After reading a bit more I realized I HAVE BEEN TO THIS SITE!! LOL Goodness I even replied about the loss of my brother.  I was actually looking for the site I posted it on.  I forgot where it was but remembered what I said.  I looked back @ what I posted a year ago and I had a rush of the same feelings I had back then.  I was so scared, sad, let down, hurt ect ect... very mad too.  But not @ John (my brother) I was scared to be mad @ him. 

Anyhow, a bit of an update,

My brother was 32yrs old when he passed away on Jan 5th 2008 due to a drug overdose.  My mom was actively using drugs along side him and togethe rhtey had alienated themselves from everyone around.  When he passed though she was @ her place and he was @ a local rooming house with some "friends".  His actions let to his departure from this physical world. 

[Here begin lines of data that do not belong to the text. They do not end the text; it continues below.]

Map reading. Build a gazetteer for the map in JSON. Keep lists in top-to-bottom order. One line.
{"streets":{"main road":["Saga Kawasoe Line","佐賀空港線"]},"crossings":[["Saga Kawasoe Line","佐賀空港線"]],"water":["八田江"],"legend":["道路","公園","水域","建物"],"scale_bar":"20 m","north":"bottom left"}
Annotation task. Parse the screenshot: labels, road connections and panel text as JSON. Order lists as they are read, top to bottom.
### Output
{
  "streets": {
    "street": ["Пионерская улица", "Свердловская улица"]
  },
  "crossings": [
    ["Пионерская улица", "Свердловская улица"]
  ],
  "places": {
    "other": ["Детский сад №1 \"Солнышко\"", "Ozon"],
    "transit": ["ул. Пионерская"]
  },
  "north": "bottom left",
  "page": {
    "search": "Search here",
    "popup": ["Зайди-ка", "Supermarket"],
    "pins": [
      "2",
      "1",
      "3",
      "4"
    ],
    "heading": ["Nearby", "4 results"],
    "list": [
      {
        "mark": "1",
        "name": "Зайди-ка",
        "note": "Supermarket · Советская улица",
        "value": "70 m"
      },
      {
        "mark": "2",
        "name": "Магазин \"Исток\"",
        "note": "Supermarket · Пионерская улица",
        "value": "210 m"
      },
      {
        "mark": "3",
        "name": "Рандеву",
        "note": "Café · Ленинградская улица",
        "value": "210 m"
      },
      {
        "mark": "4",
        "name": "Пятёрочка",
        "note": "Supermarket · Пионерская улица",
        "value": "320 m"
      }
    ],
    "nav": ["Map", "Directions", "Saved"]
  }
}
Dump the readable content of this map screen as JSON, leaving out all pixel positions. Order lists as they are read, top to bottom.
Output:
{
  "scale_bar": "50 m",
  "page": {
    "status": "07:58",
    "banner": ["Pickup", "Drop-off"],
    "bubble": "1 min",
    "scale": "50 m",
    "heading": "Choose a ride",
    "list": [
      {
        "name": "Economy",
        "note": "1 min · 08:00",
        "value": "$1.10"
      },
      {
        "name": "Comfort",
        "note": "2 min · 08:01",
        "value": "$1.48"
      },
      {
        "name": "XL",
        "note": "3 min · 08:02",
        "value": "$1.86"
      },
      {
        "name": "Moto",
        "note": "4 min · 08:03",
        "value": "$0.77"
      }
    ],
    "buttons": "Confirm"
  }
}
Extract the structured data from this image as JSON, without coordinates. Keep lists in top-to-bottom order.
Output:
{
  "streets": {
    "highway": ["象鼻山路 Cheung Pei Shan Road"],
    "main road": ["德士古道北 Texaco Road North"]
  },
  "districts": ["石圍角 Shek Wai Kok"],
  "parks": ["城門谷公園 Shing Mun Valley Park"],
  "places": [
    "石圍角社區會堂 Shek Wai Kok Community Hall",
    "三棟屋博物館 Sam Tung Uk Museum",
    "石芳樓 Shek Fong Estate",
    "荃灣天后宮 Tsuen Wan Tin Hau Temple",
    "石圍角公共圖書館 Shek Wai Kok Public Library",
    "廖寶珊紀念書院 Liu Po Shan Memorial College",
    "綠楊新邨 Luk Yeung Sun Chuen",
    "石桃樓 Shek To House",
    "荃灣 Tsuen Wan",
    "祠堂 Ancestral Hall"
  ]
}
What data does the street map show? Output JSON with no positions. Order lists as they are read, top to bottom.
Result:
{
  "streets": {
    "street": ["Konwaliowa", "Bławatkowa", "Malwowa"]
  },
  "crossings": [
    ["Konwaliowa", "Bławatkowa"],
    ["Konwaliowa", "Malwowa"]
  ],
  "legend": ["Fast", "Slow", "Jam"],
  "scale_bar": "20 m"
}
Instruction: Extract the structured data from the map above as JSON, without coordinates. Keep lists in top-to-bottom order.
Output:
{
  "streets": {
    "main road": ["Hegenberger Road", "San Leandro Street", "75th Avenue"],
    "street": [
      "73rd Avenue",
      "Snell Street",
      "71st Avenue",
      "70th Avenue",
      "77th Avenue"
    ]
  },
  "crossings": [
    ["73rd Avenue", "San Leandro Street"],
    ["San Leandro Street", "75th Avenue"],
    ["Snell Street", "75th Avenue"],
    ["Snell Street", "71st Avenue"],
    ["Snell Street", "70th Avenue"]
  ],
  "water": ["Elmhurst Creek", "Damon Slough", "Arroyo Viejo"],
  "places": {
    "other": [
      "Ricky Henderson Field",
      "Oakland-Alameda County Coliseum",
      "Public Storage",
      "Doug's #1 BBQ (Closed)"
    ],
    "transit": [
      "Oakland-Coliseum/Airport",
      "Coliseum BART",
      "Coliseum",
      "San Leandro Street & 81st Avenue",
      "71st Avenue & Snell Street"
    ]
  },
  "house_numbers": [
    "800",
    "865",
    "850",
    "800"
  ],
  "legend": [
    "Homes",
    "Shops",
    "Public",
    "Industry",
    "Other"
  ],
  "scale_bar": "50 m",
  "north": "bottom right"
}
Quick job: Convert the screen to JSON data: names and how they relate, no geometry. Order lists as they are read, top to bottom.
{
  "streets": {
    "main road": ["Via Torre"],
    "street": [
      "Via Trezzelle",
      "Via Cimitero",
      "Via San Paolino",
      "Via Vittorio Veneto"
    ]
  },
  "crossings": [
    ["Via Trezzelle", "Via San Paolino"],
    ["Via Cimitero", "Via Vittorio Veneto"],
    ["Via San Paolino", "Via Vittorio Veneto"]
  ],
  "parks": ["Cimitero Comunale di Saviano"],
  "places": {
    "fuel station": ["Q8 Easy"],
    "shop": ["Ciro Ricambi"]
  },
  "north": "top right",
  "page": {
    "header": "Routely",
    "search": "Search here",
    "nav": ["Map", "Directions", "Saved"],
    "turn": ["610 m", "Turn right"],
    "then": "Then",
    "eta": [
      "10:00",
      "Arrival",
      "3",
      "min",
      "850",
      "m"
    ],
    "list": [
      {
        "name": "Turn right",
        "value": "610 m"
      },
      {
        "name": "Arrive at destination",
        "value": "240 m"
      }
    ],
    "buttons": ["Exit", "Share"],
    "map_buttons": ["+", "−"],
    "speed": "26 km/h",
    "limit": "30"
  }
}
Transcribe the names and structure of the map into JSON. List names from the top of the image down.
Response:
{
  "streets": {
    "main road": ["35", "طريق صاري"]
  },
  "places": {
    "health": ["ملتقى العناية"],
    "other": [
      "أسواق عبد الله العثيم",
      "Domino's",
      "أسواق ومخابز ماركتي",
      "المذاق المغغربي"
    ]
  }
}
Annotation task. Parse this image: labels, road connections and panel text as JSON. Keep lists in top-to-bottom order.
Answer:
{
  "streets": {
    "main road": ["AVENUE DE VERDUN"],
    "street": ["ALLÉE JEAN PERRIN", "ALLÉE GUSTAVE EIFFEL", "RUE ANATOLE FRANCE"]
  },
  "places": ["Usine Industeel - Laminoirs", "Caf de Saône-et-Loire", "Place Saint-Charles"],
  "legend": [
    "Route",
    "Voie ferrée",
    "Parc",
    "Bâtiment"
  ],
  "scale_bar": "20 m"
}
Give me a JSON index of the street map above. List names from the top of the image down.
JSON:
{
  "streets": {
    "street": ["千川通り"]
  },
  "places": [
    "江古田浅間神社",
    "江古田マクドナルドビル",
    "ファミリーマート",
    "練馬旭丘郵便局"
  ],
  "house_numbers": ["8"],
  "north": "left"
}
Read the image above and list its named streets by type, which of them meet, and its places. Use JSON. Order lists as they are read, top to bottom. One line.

At that point I was really scared for my mom.  I knew either she would "see the light" or join him.  It took until March 5th to get her in a treatment centre.  (She wante dto go but no one had room or would allow her in while on certain meds she needed.)  Mar 5th she called and got let in.  We (my dh and I) kept tabs on her before she was able to go and even drove her there.  She was in the program from Mar - June ,in the end she graduated the program and has been living a "normal" life for the last *almost* year.  She has a lot of "down" days but she is working @ it.  I hope this continues for her, for us all. 

I have been alright.  I have been trying to deal with this loss.  I don't know too many who have had a brother/sister die in such a way, usually it is car crashes/murder or something a long those lines.  At first I was very embarassed to think drugs could affect MY family like this.  Wasn't it only the "bad" people that had stuff like this happen?  only on tv....right?  Nope.  In time I realized this has happened for real, to me and my family.  We did nothing wrong.  John made the choices he did.  All we can do is learn from him.  He had a bigger heart than almost anyone I know.....so he was not a "bad guy".  It took a long time for me to keep this in my mind.  I thought that if people knew exactly how he died they would reflect is on me and think that was my lifestyle as well, especially since my mom was in the same circle.  I was wrong, if your in the same boat thinking the same thing your wrong too. His life was just as important as you or I.  He mattered.....especially to me. 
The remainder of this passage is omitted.